> [EXERCISE AIM]: Find the lines in the material below that include the word "rows", count them, and give that count alone.

> [RECORDS]:

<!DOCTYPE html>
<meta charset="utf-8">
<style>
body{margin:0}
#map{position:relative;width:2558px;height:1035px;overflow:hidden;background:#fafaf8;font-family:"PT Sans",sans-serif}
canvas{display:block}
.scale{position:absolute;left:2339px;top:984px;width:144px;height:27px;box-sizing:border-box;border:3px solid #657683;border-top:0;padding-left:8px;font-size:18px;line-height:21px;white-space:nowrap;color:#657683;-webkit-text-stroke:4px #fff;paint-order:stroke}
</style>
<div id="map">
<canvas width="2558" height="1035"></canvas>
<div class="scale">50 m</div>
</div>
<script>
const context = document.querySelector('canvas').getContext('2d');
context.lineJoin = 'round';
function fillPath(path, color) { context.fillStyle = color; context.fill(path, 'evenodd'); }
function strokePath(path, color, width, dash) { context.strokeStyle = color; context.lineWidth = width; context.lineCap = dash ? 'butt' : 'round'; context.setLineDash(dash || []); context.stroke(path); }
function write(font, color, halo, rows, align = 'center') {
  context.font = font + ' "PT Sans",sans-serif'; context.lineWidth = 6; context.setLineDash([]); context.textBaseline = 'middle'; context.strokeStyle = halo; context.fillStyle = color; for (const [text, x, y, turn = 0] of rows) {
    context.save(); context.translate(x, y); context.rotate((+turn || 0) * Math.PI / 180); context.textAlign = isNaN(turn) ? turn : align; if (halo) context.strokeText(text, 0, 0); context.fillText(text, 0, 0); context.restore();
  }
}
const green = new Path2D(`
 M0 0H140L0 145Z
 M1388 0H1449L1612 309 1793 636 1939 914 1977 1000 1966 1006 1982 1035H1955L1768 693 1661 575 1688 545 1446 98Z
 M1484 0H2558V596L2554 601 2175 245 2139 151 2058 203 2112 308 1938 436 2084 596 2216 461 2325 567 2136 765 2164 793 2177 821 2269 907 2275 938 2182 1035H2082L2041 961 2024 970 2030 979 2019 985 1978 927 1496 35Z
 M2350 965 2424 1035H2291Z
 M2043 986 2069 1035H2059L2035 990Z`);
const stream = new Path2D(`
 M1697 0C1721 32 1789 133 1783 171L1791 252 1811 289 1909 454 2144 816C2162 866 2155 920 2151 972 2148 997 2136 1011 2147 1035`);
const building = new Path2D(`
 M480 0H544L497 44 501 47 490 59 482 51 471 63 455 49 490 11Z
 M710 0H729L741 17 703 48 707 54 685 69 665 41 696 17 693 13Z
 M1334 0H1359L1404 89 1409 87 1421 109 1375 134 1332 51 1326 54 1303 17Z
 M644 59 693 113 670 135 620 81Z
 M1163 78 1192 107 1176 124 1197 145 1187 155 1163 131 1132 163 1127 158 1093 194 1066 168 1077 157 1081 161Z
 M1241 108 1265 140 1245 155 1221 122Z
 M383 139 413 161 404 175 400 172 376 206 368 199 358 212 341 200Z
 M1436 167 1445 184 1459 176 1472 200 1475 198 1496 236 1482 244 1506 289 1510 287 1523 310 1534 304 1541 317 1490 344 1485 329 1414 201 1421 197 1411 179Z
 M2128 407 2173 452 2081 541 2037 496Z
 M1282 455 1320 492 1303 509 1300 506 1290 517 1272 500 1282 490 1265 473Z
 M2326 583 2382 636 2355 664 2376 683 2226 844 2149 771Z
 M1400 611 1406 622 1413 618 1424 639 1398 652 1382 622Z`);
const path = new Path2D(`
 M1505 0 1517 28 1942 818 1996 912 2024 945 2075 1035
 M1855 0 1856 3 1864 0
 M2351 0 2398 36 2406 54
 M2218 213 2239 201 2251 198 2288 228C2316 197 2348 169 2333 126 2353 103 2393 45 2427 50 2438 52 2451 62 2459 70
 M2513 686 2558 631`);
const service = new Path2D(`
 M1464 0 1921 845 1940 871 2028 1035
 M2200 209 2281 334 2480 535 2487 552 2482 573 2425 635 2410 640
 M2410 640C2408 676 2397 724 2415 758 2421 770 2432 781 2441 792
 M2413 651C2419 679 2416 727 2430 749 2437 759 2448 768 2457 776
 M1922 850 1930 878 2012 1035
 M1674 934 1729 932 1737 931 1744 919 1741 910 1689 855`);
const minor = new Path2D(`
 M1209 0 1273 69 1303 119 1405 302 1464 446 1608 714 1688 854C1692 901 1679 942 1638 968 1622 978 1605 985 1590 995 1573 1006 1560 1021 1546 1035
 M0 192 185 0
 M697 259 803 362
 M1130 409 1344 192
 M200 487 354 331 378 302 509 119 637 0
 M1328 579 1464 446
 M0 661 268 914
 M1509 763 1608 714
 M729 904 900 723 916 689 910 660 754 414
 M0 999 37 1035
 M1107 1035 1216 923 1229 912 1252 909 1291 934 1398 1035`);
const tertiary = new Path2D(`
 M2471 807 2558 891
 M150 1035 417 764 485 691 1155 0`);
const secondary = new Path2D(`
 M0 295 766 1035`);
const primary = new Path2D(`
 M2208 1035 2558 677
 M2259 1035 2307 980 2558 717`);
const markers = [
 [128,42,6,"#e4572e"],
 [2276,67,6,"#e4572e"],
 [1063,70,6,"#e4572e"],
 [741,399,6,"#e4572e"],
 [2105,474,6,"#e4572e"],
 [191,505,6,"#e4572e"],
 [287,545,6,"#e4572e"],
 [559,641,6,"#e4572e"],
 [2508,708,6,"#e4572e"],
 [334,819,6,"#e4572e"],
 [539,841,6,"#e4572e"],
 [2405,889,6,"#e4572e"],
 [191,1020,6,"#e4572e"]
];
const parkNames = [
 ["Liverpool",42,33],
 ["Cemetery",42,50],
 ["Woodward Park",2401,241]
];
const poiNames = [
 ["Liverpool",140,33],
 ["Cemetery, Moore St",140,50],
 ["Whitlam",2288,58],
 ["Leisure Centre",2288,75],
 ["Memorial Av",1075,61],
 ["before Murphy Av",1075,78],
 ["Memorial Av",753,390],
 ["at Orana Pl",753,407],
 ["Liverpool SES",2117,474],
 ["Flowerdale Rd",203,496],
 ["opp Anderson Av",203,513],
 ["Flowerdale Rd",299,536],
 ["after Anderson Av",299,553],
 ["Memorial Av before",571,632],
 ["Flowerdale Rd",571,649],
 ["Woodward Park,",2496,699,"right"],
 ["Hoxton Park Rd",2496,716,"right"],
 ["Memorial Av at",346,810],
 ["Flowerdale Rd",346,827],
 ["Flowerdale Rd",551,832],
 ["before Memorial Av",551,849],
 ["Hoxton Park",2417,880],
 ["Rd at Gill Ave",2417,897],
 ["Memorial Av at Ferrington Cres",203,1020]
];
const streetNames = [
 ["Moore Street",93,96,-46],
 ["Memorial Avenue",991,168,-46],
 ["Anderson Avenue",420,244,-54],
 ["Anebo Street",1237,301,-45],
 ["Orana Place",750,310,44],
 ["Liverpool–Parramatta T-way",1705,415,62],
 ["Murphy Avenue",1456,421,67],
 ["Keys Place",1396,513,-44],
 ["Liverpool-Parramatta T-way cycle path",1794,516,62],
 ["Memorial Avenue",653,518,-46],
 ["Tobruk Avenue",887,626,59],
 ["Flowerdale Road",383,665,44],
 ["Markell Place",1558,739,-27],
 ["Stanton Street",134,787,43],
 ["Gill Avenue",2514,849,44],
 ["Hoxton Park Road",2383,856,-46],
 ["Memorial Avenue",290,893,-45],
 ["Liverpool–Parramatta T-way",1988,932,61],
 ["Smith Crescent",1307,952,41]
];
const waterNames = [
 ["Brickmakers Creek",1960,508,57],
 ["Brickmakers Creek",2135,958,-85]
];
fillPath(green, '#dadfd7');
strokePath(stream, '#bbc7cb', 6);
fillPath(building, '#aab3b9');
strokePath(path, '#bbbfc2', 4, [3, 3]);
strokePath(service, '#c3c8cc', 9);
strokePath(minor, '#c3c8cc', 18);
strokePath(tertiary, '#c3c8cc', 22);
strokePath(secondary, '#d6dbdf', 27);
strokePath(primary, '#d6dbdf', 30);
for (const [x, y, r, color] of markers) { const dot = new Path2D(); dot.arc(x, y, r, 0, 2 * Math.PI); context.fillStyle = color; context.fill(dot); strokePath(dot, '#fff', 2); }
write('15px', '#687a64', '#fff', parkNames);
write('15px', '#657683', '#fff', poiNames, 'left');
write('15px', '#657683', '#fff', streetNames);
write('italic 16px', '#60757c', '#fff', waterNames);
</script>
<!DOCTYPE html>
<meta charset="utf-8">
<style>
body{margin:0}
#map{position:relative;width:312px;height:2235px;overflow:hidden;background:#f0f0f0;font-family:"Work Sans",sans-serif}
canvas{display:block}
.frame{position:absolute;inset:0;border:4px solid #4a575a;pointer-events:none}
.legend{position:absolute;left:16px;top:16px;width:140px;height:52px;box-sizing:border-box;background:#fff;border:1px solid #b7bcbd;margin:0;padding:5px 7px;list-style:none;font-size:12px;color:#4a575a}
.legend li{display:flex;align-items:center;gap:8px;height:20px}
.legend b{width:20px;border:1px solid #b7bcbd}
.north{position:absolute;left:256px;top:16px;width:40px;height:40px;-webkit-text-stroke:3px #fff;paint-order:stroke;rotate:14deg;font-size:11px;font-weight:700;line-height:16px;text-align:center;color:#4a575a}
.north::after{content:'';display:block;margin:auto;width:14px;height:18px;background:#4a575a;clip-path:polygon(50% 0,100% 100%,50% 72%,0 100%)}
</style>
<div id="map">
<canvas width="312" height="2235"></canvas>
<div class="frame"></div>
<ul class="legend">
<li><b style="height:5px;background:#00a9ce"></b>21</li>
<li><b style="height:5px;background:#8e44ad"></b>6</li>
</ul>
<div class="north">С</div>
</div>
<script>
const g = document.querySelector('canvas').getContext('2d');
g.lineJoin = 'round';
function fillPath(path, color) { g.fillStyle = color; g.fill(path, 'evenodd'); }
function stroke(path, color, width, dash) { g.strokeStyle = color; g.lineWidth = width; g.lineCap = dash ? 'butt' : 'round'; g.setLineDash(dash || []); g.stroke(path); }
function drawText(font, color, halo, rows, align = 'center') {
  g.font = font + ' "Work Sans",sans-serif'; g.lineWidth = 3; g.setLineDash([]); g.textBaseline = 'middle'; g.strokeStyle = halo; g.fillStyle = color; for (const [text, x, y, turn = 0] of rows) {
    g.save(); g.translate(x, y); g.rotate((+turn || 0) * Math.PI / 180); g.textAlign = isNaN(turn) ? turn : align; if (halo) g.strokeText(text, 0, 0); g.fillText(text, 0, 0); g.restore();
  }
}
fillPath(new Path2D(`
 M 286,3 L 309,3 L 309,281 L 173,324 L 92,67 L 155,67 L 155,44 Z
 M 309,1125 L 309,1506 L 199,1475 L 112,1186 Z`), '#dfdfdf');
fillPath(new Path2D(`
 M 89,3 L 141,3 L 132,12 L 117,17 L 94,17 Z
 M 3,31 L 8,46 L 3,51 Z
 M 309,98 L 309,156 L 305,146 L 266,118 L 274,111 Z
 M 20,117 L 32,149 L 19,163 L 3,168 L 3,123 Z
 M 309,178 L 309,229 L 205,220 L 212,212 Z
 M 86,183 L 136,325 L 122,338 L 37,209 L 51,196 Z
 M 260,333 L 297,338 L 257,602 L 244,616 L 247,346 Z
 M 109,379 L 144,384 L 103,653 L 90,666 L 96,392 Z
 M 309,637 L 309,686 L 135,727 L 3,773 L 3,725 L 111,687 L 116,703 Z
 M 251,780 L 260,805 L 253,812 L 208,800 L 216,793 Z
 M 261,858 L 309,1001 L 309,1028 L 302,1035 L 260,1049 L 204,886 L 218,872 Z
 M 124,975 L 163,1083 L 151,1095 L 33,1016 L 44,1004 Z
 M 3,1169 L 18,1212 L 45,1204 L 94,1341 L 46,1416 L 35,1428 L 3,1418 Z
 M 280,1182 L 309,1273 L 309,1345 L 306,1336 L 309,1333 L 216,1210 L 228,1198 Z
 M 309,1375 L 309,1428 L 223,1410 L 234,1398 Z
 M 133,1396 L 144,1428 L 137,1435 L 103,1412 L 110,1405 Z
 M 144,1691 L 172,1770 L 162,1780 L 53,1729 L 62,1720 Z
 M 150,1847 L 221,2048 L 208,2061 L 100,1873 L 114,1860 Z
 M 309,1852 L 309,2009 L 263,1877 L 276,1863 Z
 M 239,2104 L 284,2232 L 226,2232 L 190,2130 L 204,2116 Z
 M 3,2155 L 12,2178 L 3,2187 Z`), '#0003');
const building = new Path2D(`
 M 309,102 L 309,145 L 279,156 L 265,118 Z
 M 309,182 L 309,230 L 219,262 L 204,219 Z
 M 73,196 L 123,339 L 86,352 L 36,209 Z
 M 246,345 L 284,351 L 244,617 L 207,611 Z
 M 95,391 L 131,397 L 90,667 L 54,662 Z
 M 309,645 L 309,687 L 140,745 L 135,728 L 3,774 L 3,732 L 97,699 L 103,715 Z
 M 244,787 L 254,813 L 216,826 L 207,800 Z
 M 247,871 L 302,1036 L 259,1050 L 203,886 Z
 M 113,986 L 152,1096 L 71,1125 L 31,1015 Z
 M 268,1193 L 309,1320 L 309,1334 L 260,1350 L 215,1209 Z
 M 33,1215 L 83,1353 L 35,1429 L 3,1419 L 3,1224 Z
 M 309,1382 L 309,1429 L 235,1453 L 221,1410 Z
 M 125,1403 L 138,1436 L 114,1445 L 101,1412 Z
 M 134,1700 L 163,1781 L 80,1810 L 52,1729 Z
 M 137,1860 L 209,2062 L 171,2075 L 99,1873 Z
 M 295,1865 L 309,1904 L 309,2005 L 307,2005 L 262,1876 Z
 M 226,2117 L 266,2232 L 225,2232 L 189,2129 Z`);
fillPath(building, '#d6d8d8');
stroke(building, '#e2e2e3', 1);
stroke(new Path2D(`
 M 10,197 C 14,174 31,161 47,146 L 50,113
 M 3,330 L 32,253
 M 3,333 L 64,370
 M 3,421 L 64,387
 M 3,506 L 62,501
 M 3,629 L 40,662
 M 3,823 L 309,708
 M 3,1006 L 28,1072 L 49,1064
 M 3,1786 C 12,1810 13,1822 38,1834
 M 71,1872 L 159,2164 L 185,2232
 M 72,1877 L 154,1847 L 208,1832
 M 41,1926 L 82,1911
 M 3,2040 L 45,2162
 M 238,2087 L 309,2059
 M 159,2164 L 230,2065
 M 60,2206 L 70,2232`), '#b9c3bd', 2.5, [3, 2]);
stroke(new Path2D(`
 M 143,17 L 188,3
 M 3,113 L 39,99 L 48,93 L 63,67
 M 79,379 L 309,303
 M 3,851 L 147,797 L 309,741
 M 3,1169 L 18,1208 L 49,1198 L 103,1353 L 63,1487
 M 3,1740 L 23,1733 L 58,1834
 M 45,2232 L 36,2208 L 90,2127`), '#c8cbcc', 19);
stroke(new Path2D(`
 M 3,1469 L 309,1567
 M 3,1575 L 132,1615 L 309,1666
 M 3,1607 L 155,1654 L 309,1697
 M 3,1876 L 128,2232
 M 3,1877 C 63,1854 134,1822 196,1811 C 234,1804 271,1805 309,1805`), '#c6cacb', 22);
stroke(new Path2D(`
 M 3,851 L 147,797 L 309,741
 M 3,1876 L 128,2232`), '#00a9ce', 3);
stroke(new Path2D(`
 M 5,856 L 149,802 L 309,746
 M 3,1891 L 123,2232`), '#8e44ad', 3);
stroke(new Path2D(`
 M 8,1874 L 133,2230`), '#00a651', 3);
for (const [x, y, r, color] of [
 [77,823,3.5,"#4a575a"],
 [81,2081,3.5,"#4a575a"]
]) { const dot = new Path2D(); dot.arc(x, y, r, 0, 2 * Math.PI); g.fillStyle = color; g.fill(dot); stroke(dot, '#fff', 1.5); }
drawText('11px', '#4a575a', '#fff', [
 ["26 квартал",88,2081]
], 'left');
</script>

> [RESPONSE FOR THIS EXERCISE]: 4